SMETANA: The Moldau
by Jeff Counts
THE COMPOSER – BEDRICH SMETANA (1824-1884) – If Dvorak is to be credited with bringing Czech classical music to the world, Bedrich Smetana must be acknowledged as the man who truly established it at home. These two musicians, the King and Crown Prince of a growing orchestral and operatic ethos, were not the first to write music that centered Czech language and folk tradition, but Smetana was the first to project a distinctly national voice for his people. It wasn’t always so. Born into a German-speaking household, his early professional life reflected an obsession with a Hungarian giant (Liszt) and a job in Sweden, but Smetana returned “home” to Prague for good in 1862.
THE HISTORY – Smetana was forced to step down as Principal Conductor at the Prague Theatre in 1874, thanks to that most cruel (and famous) of composer ailments – deafness. It was only partial at first, his hearing loss, but it soon became complete, and permanent. Of course, this sad fate brings Beethoven to mind. Much like that older master, Smetana continued to write music he would never be able to hear. Má Vlast (My Country) was a cycle of tone paintings composed over a period of five years from 1874 to 1879. This pictorial and historical tribute to Bohemian pride fully fixed Smetana’s legacy among his countrymen and provided the rest of us with one of the most popular orchestral works to come out of any culture. Vltava (The Moldau in German) was the second movement of the suite but is performed today most often as a free-standing concert work. The Vltava River is the longest in Czechia. It runs on a short southwesterly course out of the Bohemian Forest before turning definitively north an eventually emptying into the Labe River (Elbe in German) several miles north of Prague. Strauss’ Blue Danube had been written during the previous decade so music about important waterways was certainly in the air when Smetana chose his subject in 1874. Unlike Strauss’ loosely poetic homage, Smetana designed his river piece as a realistic sonic boat ride. His notes to the publisher included a sketch of his proposed journey through Bohemian landscape and life. From the “two springs” the birth the Vltava in the forest, a “mighty stream” passes through a hunter’s wood, flows past a wedding feast, reflects “many a fortress and castle” and braves the “Rapids of St. John” before widening “in majestic calm” as it approaches Prague, the Vyšehrad fort and the quiet beyond.
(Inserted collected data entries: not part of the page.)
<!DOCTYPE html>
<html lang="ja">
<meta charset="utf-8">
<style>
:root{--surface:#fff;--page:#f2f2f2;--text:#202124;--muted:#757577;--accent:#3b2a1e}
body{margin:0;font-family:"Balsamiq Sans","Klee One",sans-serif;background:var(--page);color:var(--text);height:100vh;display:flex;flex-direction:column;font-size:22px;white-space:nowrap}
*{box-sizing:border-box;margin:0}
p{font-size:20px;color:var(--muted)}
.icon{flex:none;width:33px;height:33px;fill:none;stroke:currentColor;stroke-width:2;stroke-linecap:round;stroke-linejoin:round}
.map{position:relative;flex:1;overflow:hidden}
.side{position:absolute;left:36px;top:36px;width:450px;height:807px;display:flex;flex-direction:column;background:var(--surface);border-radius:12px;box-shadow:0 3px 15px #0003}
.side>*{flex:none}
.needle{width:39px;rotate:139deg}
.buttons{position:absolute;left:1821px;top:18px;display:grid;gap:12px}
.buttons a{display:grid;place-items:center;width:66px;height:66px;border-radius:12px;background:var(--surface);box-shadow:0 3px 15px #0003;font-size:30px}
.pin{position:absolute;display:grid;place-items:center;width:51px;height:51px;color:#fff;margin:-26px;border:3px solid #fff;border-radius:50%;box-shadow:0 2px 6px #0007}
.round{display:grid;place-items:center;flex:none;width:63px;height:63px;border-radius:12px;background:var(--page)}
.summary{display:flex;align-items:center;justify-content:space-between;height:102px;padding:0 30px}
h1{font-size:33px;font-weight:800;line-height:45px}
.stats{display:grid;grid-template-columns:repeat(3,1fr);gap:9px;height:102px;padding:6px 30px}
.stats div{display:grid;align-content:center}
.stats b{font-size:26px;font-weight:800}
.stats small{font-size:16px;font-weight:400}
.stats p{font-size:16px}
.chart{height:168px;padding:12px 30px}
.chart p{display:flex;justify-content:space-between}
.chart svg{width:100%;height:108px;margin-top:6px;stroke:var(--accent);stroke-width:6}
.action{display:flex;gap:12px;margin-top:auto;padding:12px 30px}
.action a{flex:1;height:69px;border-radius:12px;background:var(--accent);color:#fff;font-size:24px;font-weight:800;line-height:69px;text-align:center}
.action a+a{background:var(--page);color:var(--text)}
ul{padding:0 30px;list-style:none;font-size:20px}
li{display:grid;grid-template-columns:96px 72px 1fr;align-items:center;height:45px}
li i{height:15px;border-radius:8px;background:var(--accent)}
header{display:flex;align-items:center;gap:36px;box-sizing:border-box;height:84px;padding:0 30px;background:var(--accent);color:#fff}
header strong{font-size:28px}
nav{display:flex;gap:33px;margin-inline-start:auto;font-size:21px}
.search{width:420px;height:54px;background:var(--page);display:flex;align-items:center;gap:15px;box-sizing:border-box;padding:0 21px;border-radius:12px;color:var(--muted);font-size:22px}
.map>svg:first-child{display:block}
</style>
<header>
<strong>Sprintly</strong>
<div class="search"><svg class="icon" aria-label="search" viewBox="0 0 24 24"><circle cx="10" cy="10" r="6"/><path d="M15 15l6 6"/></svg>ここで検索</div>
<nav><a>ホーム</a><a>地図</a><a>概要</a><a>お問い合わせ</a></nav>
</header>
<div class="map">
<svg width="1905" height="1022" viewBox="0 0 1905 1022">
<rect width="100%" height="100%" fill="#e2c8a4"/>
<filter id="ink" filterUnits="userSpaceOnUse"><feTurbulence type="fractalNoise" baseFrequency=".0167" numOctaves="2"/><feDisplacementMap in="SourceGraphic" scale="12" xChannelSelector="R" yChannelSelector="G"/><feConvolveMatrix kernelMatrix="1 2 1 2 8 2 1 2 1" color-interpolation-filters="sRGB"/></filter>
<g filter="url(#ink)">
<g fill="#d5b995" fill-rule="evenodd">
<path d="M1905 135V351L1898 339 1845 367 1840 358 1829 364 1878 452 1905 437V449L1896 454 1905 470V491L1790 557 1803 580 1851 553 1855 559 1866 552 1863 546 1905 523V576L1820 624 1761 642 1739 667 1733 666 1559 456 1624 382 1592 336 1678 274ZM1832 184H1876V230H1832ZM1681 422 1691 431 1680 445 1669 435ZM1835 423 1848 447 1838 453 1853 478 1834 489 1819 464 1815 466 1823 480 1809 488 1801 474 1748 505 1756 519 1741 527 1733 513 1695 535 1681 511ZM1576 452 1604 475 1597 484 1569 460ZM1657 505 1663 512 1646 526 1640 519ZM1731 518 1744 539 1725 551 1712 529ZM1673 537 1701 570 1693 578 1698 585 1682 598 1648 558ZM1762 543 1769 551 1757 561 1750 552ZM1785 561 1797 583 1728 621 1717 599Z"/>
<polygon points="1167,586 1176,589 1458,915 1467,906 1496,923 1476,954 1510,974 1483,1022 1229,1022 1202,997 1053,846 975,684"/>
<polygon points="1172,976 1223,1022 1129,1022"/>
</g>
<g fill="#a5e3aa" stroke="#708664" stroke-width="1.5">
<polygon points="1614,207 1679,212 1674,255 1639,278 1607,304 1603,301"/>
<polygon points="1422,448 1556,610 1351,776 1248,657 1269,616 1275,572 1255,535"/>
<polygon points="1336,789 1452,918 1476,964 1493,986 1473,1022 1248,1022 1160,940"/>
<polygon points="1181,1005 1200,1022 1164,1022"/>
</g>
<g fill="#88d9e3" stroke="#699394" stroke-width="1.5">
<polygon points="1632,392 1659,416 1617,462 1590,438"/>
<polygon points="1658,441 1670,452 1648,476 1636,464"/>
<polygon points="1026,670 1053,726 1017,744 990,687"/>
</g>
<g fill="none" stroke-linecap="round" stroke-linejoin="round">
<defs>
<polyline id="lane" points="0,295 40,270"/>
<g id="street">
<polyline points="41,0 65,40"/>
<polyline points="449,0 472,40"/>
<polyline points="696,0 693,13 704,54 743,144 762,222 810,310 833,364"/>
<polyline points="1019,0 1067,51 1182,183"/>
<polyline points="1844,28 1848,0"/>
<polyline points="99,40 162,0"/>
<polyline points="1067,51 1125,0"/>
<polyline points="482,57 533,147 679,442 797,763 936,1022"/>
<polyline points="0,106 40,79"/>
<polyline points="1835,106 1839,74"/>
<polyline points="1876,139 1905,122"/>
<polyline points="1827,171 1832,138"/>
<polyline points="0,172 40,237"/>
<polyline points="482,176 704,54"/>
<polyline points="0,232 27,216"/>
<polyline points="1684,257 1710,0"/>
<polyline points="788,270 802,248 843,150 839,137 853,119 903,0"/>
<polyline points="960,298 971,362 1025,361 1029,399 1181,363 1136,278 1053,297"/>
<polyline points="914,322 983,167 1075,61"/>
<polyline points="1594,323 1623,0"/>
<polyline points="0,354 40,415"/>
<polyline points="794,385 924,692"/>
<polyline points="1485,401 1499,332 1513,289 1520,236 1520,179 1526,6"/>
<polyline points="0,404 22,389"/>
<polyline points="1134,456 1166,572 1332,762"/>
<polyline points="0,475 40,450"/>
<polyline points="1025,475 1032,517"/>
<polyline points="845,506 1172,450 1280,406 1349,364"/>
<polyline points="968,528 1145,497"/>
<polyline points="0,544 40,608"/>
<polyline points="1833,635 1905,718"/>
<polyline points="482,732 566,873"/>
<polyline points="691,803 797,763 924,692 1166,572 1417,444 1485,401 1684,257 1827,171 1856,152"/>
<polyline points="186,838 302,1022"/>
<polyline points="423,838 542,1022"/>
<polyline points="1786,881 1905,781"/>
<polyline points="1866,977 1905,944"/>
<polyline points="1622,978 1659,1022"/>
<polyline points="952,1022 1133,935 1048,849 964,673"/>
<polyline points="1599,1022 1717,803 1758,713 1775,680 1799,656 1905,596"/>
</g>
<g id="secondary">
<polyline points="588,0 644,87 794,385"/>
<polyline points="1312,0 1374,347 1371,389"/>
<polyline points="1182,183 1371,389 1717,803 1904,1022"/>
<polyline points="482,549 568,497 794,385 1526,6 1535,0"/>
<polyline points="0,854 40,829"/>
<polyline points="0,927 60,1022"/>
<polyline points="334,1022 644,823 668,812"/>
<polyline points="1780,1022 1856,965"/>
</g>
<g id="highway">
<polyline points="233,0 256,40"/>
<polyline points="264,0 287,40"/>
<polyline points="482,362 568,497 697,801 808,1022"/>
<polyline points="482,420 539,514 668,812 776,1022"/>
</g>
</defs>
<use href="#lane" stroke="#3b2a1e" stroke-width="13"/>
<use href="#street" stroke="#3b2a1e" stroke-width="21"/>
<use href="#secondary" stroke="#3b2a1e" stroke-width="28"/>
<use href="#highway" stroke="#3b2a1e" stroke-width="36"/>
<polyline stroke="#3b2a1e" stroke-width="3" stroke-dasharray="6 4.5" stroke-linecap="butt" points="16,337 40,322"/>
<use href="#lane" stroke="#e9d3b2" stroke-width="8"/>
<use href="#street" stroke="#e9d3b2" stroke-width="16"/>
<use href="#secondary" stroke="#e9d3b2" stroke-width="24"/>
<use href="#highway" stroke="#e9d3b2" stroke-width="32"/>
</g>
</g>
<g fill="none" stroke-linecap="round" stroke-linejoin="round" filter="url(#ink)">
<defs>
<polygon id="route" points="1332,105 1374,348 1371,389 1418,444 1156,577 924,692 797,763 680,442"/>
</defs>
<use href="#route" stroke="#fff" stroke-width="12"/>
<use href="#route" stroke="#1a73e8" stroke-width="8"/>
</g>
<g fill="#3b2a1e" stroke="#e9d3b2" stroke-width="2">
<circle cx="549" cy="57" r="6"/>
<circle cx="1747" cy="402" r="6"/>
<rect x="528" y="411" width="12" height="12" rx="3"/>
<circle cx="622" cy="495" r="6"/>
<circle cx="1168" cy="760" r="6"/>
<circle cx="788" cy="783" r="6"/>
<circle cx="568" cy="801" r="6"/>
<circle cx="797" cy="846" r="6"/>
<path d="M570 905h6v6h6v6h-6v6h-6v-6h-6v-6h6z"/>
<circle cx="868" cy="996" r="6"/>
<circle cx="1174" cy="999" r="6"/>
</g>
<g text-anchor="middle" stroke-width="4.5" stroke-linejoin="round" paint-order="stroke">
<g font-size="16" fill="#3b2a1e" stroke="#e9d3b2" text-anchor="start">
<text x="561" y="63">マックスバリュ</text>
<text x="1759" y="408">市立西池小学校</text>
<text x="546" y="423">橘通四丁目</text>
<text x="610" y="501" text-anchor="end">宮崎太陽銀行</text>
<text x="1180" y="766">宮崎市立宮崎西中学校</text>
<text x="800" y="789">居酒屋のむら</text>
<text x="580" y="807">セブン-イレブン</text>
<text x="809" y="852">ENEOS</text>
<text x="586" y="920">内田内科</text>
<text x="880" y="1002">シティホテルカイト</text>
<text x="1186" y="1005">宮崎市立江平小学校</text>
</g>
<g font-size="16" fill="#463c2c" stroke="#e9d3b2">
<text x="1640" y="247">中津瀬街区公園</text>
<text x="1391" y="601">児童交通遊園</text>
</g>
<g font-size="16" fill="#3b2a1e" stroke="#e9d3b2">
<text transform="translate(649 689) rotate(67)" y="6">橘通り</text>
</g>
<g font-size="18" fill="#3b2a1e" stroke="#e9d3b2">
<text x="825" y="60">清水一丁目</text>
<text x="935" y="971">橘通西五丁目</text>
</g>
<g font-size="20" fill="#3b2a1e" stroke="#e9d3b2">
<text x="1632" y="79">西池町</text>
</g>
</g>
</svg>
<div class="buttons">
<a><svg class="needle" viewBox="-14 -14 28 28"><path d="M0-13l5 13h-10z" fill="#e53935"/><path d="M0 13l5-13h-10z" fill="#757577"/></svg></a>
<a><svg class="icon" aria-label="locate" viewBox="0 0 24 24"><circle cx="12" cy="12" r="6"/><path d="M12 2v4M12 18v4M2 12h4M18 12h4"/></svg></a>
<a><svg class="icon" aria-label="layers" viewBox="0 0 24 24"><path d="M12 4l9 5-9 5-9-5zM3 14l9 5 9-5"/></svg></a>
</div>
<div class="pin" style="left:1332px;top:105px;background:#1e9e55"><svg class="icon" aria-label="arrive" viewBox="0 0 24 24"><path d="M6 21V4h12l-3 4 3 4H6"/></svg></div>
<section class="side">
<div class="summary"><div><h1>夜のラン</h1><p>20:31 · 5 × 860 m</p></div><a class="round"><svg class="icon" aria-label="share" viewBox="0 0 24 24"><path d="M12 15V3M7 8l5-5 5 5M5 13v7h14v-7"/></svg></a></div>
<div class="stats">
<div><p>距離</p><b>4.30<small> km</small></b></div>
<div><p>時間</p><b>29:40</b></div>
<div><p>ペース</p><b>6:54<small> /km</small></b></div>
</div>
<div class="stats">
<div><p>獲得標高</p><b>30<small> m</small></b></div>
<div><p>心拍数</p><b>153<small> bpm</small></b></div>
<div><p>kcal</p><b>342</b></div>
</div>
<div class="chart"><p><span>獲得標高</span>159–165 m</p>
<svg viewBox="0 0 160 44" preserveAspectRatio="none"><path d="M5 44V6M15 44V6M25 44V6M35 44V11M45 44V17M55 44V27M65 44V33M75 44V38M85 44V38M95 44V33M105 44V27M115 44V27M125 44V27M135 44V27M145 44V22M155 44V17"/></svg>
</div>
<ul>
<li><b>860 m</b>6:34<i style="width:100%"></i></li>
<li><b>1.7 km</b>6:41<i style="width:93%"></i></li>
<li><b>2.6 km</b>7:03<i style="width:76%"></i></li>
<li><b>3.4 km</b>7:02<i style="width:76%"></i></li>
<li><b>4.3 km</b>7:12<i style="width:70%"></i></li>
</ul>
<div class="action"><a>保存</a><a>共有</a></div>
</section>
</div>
The gorgeously catchy main theme of Vltava has a slightly murky provenance, but it was quickly adopted and anthem-ized by Czech people and others throughout Europe.
THE WORLD – Elsewhere in 1874, Denmark granted Iceland a constitution and limited home rule, Far From the Madding Crowd was published by English novelist Thomas Hardy and cartoonist Thomas Nast first symbolized the American Republican Party with the image of an elephant.